For starters, consider companies built to last for decades, regardless of market takeoffs or cool-offs. Look for companies that boast iconic brands, consistent revenues, and competitive positions.
With its sensational brand, Coca-Cola enjoys exceptional margins and increasing sales growth in the face of a challenging macroeconomic environment. Despite concerns about obesity and declines in U.S. per capita soda consumption, the company's drinks are displaying vigorous growth internationally, where Coca-Cola sells nearly 80% of its case volume. The company's newly introduced noncarbonated beverages, like its recent purchase of Zico coconut water, touted for its hydration and nutrition, are also growing robustly. And every major soda company is attempting to formulate the holy grail of soft drinks -- a zero-calorie naturally sweetened soda that better resembles the taste of full-calorie sodas.
Apple is attractive for a long list of reasons, notably its ability to anticipate, manufacture, and market wildly sought-after products. With $40 billion in balance sheet cash and short-term investments, the company possesses some of the strongest financials of any company on the planet. Apple's recent share price tumble suggests a more guarded outlook for the company, but doesn't fully appreciate the exceptional demand for Apple's current and anticipated iDevices.

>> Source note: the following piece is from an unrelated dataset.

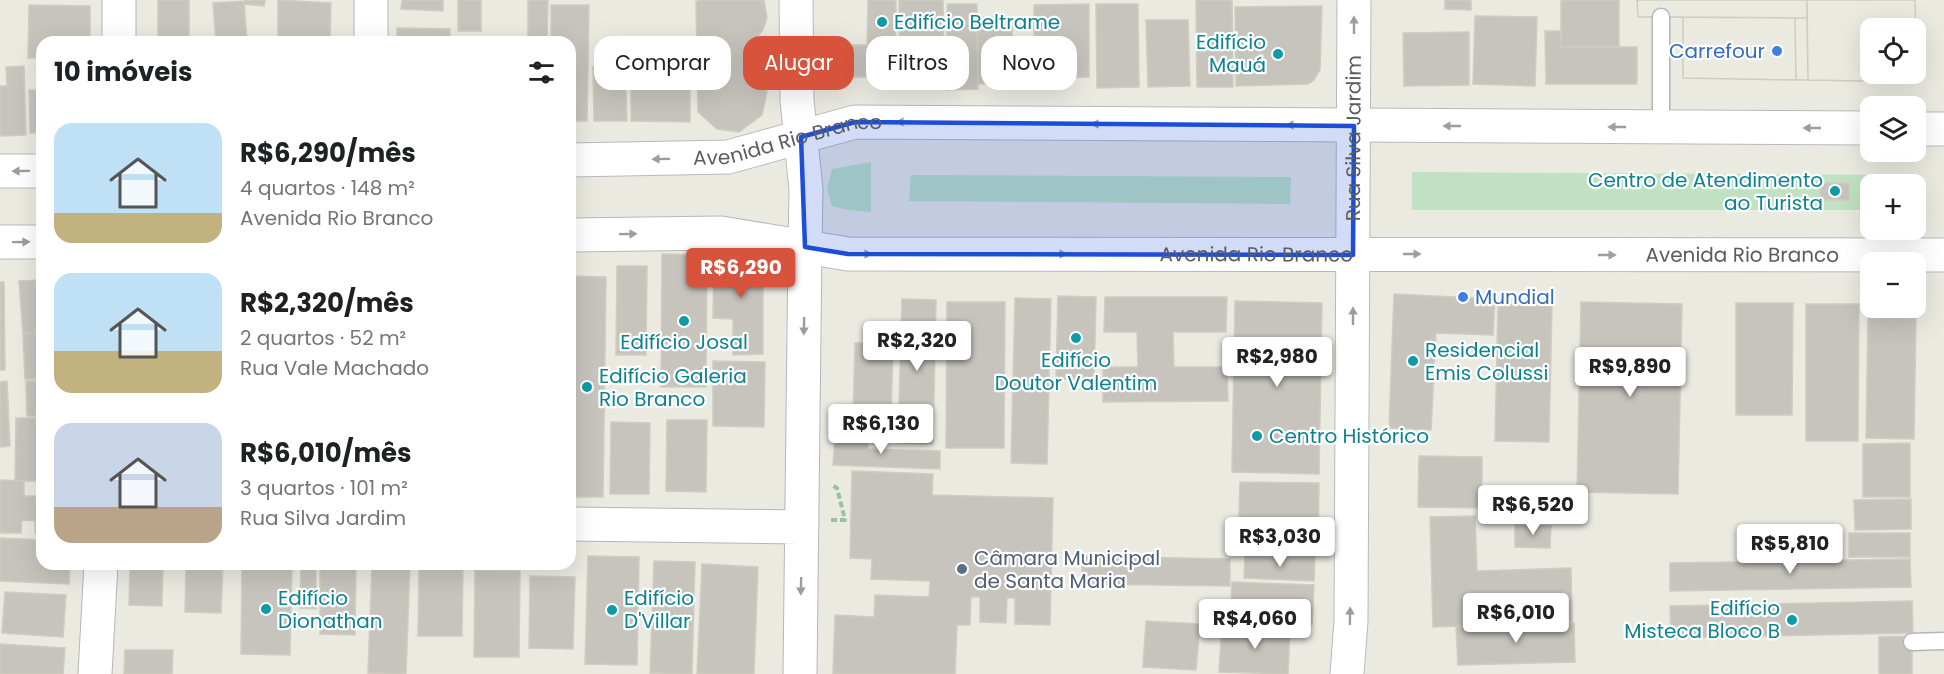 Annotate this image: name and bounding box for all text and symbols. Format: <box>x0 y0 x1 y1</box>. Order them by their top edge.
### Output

Even take a cue from the greatest investor of our time and look at Warren Buffett's Berkshire Hathaway , a holding company of many diverse businesses including insurance, railroads, manufacturing, and retail. Berkshire recently bought back $1.2 billion of its own shares from the estate of a long-time investor and upped its share-repurchase guidelines to allow further purchases at 1.2 times book value, signaling Buffett thinks Berkshire trades at a reasonably cheap valuation. Fool senior banking analyst Matt Koppenheffer outlines even more reasons the stock appears a great value in today's market.
Get invested, stay invested
Yes, the market will go up, and it'll go down. But wise investors continue to buy great companies with long track records of success through all market cycles. Even with the Dow nearing all-time highs, there are still fantastic buys in today's market. And there's no better time than now to invest the dollars you don't need until a decade down the road.

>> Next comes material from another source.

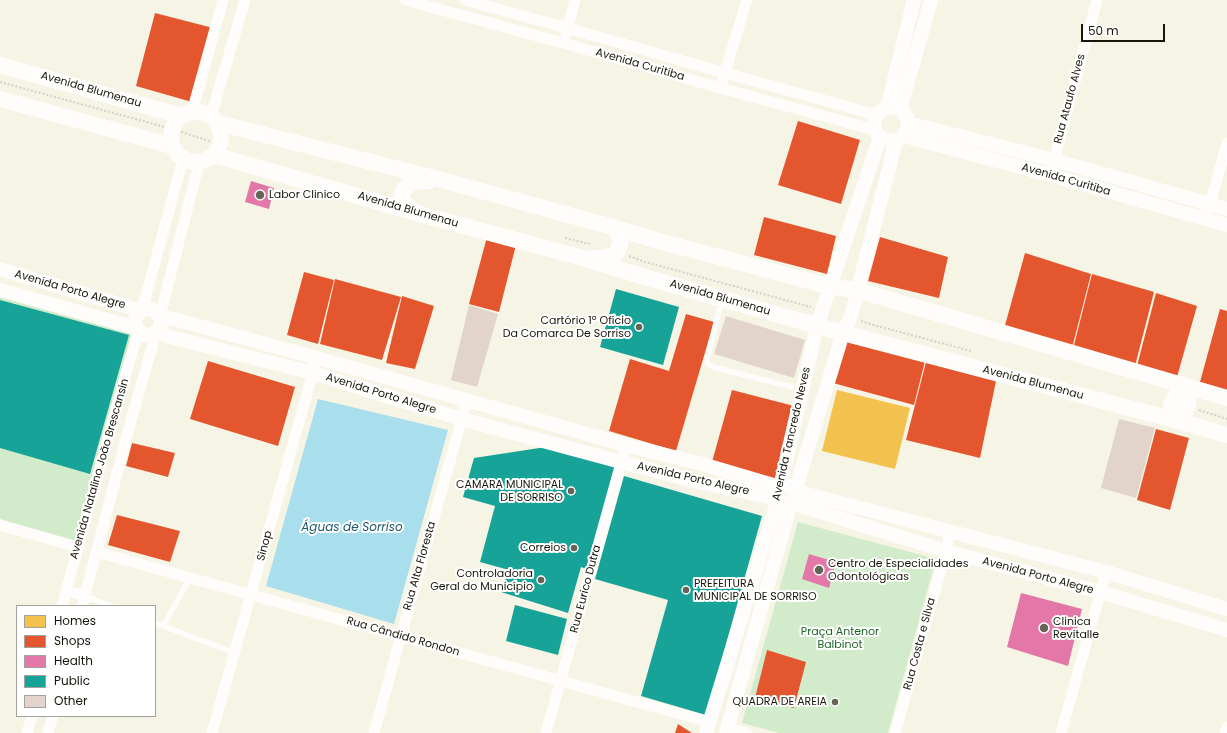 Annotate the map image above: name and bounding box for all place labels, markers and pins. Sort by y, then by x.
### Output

Warren Buffett's long track record of success has made him one of the best investors of all time. With Buffett at the helm, Berkshire Hathaway has grown book value per share at a compounded annual rate of 19.8% for nearly 50 years! Despite an incredible historical track record, investors have to understand the key issues to watch moving forward. To help investors, the Fool's resident Berkshire Hathaway expert, Joe Magyer, has created this premium research report on the company. Inside, you'll receive ongoing updates as key news hits, as well as reasons to both buy and sell the stock. Claim a copy by clicking here now.
The article 3 Colossal Reasons to Stay Invested originally appeared on Fool.com.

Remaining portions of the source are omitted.